| name | auth-authorization |
| description | Trace or modify Madoc TS authentication and authorization. Use when working on login strategies, JWT parsing/verification, cookie handling, or route-level authorization in services/madoc-ts. |
Auth & Authorization (Madoc TS)
Overview
Document how Madoc TS authenticates users, parses/verifies JWTs, and applies authorization in middleware and route handlers.
Key Entry Points
- Auth server:
services/madoc-ts/src/auth-server.ts
- Auth strategies:
services/madoc-ts/src/auth/index.ts, services/madoc-ts/src/auth/github.ts
- Provider login flow:
services/madoc-ts/src/auth/utils/login-with-provider.ts
- JWT parsing middleware:
services/madoc-ts/src/middleware/parse-jwt.ts
- JWT cookie setter:
services/madoc-ts/src/middleware/set-jwt.ts
- Token verification:
services/madoc-ts/src/utility/verify-signed-token.ts
Auth Flow Summary (Based on Source)
- Strategies are registered in
src/auth/index.ts and exposed via getAuthRoutes().
- GitHub auth uses
koa-passport and passport-github2 in src/auth/github.ts.

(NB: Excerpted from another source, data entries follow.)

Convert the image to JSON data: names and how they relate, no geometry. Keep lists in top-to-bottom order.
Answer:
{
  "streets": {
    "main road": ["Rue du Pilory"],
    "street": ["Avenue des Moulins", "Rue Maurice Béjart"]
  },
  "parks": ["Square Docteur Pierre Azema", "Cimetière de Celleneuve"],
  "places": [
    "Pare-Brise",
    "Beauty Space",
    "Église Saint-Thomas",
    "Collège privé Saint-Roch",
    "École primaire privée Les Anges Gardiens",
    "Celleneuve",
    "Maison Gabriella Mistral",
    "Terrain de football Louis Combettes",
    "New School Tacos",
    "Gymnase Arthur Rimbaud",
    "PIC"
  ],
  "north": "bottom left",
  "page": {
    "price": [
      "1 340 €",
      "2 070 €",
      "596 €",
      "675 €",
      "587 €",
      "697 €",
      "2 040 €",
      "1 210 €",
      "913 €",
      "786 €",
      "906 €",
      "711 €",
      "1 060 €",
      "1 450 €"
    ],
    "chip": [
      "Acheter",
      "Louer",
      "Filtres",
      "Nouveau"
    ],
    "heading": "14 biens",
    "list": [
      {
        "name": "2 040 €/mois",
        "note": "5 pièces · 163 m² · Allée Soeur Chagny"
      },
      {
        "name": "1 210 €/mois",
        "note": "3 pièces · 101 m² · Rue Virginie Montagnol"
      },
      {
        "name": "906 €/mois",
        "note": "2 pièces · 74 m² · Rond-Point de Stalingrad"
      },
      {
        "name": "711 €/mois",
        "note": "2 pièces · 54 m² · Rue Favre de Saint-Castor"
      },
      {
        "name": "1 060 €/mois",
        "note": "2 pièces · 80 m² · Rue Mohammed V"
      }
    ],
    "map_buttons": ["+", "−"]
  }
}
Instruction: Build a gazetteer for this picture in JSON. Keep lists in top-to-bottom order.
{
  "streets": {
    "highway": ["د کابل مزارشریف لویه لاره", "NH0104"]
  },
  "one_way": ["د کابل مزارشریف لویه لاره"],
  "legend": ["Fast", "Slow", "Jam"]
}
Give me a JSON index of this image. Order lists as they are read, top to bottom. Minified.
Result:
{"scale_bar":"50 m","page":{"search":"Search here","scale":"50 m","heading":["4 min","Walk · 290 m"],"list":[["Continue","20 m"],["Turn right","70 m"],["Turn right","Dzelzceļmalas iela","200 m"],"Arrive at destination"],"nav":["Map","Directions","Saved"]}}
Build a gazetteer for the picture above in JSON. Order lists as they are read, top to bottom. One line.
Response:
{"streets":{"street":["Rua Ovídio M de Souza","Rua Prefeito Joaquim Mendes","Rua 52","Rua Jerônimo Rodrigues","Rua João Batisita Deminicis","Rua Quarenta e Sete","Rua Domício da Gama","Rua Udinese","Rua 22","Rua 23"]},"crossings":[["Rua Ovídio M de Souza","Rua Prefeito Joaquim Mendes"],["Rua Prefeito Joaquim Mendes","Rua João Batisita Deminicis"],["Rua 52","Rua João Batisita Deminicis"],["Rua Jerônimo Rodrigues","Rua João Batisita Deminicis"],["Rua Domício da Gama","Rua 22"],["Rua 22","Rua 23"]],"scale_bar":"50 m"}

- GitHub strategy is enabled only if
GITHUB_CLIENT_ID, GITHUB_CLIENT_SECRET, and GITHUB_CLIENT_CALLBACK_URL are set.
- Provider login flow is handled by
loginWithProvider, which:
- Matches a federated login against the
user table (federated_logins JSON column).
- If a user is found, calls
context.siteManager.getVerifiedLogin and sets context.state.authenticatedUser.
- Redirects to
/ after successful login.
- JWT verification uses
verifySignedToken (RS256, public key from getPublicPem).
parseJwt middleware:
- Reads JWT cookie for site slug routes (
/s/:slug/...).
- Refreshes expired tokens when possible via
context.siteManager.refreshExpiredToken and sets new cookies.
- For non-site routes, extracts token via
getToken() and verifies it (normally gateway-verified but rechecked here).
- Sets
context.state.jwt and context.state.user when a token is valid.
- Throws
NotAuthorized if a non-site request lacks a valid token.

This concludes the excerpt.